-- Stored data entries --

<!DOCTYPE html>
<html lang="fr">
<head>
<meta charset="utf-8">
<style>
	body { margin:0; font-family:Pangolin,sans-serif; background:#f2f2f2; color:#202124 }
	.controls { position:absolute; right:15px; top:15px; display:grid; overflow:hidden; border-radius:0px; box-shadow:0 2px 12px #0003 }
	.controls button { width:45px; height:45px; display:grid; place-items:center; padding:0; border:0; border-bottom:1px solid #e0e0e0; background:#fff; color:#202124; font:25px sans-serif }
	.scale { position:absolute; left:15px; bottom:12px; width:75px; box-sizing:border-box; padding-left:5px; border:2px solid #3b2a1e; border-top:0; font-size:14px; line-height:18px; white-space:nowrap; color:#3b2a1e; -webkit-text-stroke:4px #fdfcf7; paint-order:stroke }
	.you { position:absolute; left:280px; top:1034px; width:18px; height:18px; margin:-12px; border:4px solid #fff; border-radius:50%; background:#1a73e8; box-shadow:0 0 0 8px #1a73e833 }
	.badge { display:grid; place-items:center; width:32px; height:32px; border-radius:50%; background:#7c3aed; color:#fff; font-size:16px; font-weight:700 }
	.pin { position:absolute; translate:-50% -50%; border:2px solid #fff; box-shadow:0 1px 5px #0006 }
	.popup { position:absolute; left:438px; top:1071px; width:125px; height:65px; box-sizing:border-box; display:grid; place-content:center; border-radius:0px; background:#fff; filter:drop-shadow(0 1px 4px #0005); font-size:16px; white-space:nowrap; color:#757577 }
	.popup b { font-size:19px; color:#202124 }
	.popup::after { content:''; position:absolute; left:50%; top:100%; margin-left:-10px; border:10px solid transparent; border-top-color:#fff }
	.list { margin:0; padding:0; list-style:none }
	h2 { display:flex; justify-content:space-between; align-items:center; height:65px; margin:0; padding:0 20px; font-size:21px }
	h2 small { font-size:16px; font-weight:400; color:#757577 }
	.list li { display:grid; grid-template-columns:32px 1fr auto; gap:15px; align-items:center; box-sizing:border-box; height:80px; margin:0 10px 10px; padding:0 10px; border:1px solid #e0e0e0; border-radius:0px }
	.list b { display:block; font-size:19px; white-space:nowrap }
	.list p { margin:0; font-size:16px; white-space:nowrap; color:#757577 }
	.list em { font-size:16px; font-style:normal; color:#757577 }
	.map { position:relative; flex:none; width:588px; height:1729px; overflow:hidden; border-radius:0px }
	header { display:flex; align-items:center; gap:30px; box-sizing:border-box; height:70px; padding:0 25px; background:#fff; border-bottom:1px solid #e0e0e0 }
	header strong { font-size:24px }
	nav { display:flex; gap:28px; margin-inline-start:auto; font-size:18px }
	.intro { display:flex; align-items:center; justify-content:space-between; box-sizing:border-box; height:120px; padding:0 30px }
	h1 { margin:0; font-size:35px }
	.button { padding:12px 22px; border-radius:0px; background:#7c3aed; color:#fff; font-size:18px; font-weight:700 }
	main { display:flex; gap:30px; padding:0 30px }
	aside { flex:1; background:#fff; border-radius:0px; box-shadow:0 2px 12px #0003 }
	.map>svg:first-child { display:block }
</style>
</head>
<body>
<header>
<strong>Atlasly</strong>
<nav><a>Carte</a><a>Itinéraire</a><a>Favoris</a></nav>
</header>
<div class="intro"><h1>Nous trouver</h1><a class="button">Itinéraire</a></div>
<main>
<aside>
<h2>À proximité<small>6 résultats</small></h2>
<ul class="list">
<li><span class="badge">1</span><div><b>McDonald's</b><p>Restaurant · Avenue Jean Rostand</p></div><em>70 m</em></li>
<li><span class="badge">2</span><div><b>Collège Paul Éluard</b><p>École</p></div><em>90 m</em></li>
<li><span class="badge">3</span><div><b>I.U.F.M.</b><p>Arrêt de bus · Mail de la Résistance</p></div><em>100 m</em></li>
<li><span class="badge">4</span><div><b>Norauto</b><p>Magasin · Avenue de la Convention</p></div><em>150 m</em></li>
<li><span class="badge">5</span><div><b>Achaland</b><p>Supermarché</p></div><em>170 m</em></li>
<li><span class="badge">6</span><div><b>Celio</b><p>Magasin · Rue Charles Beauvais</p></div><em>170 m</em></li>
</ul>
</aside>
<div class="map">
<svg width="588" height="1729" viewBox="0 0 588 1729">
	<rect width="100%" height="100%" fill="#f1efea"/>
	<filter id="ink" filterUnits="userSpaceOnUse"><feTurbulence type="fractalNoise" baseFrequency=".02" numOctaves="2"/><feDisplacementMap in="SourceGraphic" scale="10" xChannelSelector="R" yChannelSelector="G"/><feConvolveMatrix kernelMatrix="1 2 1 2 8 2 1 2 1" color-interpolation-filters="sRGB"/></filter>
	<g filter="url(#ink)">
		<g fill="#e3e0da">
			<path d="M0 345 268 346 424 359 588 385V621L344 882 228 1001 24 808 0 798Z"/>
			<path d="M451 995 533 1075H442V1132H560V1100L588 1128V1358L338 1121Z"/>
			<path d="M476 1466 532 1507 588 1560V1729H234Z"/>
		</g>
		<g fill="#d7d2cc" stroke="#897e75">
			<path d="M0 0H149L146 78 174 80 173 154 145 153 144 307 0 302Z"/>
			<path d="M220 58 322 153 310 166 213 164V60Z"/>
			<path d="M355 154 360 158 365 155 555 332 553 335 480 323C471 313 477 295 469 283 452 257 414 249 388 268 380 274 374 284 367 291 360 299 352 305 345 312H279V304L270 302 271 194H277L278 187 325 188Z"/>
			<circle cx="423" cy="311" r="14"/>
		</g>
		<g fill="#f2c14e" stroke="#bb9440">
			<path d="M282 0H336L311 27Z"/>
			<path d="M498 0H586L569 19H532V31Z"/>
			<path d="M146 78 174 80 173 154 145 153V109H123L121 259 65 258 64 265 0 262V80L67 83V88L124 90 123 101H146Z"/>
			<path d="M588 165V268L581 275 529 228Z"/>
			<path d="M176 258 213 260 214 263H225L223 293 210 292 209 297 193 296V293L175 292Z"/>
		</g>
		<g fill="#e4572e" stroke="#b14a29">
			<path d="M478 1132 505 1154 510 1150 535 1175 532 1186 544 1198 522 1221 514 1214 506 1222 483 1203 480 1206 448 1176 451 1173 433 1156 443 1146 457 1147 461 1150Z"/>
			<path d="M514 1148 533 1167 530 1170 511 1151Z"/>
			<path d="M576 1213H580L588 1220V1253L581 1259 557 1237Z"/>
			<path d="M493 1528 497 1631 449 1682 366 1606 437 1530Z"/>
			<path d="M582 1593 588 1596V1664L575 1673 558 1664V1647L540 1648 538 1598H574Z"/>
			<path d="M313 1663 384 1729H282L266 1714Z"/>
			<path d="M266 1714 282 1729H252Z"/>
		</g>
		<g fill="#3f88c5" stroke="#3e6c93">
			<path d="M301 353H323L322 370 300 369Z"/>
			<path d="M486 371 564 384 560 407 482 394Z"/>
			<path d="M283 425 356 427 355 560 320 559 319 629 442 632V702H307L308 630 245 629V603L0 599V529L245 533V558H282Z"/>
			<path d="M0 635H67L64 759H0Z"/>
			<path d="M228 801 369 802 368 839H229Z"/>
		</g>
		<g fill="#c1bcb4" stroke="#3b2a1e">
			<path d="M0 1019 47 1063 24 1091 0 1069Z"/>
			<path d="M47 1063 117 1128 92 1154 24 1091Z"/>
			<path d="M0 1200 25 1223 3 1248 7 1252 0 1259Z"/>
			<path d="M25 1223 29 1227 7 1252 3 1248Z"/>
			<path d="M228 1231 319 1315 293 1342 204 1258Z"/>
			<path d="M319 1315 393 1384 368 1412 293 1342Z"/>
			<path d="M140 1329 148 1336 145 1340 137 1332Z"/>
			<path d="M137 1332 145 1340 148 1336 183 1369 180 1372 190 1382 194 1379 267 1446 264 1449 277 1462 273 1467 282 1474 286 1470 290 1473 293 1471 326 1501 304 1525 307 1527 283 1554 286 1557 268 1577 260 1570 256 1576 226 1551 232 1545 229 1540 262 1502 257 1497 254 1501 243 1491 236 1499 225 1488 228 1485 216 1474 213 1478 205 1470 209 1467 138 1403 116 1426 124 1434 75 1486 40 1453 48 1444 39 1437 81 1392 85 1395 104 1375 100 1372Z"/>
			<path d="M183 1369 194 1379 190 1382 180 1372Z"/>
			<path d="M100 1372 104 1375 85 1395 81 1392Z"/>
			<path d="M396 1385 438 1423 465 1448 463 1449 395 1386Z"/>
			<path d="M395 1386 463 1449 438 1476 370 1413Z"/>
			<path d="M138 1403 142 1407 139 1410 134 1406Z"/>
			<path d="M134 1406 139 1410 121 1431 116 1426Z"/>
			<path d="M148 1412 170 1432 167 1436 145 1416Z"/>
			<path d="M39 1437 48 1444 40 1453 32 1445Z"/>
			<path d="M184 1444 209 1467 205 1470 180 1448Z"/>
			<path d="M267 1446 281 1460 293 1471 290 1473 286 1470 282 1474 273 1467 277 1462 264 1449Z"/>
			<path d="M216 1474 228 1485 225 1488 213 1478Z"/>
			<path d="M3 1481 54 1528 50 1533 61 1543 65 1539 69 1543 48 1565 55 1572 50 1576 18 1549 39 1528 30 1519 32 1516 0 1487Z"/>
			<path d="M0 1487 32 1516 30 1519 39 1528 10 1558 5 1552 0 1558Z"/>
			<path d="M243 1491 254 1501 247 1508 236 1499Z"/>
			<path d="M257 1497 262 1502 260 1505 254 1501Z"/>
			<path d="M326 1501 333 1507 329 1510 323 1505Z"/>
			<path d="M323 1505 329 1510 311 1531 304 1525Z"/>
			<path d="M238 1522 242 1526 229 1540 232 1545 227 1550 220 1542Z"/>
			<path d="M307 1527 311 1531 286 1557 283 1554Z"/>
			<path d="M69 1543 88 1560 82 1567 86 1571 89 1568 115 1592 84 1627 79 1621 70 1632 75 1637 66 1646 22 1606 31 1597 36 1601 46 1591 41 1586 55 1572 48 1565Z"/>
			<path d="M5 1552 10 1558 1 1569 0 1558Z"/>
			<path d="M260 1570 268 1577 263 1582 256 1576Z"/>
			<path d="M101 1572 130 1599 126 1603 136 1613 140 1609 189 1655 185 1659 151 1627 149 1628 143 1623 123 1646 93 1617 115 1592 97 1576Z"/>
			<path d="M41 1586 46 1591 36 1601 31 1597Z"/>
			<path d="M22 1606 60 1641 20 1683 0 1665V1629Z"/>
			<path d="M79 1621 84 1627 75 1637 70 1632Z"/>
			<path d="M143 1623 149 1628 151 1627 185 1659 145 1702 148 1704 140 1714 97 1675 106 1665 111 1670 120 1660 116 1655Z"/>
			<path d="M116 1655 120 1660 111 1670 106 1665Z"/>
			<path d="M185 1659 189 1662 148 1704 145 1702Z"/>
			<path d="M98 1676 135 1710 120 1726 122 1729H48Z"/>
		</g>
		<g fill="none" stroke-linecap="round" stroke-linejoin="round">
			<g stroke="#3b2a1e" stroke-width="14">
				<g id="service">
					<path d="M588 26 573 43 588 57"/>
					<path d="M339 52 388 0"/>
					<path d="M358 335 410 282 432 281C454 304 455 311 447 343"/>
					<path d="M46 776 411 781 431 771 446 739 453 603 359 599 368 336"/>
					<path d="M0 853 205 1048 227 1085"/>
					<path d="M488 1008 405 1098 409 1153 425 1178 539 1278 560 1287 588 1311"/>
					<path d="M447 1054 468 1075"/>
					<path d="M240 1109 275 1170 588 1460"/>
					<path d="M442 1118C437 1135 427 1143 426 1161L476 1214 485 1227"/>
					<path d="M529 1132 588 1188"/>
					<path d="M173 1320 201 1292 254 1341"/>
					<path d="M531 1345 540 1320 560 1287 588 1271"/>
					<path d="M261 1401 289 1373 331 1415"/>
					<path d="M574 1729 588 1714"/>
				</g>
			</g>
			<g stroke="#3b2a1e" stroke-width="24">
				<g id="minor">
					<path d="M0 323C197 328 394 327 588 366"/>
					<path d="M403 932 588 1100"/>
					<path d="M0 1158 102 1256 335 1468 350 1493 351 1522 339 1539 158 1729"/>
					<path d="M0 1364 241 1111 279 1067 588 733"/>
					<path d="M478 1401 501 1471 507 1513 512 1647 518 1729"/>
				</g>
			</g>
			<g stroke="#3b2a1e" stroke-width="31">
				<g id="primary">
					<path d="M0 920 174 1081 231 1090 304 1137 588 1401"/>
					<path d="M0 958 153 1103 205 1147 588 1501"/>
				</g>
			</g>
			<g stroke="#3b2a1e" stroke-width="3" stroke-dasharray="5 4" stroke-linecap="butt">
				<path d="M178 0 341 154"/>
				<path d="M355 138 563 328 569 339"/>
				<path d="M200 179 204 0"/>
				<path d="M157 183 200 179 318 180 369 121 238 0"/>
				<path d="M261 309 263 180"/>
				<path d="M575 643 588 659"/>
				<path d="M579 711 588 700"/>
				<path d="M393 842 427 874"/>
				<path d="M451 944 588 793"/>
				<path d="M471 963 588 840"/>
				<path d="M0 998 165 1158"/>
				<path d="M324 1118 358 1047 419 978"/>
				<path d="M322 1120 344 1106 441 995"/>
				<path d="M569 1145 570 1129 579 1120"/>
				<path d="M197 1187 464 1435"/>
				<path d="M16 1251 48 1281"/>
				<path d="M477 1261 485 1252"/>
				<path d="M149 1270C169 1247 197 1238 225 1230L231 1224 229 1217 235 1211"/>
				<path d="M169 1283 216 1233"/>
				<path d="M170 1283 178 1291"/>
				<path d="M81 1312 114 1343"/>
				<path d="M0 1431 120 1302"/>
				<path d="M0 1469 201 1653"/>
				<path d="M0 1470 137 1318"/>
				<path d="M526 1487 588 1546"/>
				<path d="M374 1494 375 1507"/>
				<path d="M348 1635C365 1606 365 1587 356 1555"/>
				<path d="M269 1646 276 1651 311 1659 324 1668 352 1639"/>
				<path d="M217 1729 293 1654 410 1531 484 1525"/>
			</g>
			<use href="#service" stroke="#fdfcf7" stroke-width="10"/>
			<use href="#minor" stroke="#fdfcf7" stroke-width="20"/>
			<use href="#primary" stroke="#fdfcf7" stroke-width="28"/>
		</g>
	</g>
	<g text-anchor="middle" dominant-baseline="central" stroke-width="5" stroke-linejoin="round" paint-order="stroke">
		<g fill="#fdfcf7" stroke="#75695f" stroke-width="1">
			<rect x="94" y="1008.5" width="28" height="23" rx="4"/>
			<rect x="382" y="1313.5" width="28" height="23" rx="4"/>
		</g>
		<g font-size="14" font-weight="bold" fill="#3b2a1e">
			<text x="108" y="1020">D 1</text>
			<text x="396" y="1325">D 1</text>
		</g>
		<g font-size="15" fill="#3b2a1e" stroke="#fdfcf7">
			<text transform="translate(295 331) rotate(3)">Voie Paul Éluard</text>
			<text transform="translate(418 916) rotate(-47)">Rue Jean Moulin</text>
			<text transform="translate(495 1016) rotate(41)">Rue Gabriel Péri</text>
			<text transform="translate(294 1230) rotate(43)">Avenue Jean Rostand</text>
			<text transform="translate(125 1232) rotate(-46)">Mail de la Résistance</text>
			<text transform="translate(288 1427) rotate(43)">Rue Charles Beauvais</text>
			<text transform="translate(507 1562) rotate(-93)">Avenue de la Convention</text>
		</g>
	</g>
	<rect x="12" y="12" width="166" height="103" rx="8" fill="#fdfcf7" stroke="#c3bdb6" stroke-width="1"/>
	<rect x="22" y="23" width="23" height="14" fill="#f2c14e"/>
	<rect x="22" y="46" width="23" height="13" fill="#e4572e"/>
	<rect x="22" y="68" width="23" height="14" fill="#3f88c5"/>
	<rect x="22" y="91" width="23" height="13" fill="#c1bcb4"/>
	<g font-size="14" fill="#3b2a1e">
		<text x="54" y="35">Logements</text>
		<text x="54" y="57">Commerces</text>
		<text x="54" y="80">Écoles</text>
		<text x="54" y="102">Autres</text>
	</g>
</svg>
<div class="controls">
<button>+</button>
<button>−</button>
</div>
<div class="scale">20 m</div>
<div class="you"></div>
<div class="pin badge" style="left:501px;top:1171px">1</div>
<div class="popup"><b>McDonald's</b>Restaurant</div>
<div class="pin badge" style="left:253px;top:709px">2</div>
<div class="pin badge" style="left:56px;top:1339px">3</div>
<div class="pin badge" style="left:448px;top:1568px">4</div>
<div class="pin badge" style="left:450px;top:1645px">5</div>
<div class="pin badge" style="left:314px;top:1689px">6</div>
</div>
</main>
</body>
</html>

-- THE TASK --
The answer is every line in the data where the word "controls" appears.

-- ANSWER FOR THIS EXERCISE --
	.controls { position:absolute; right:15px; top:15px; display:grid; overflow:hidden; border-radius:0px; box-shadow:0 2px 12px #0003 }
	.controls button { width:45px; height:45px; display:grid; place-items:center; padding:0; border:0; border-bottom:1px solid #e0e0e0; background:#fff; color:#202124; font:25px sans-serif }
<div class="controls">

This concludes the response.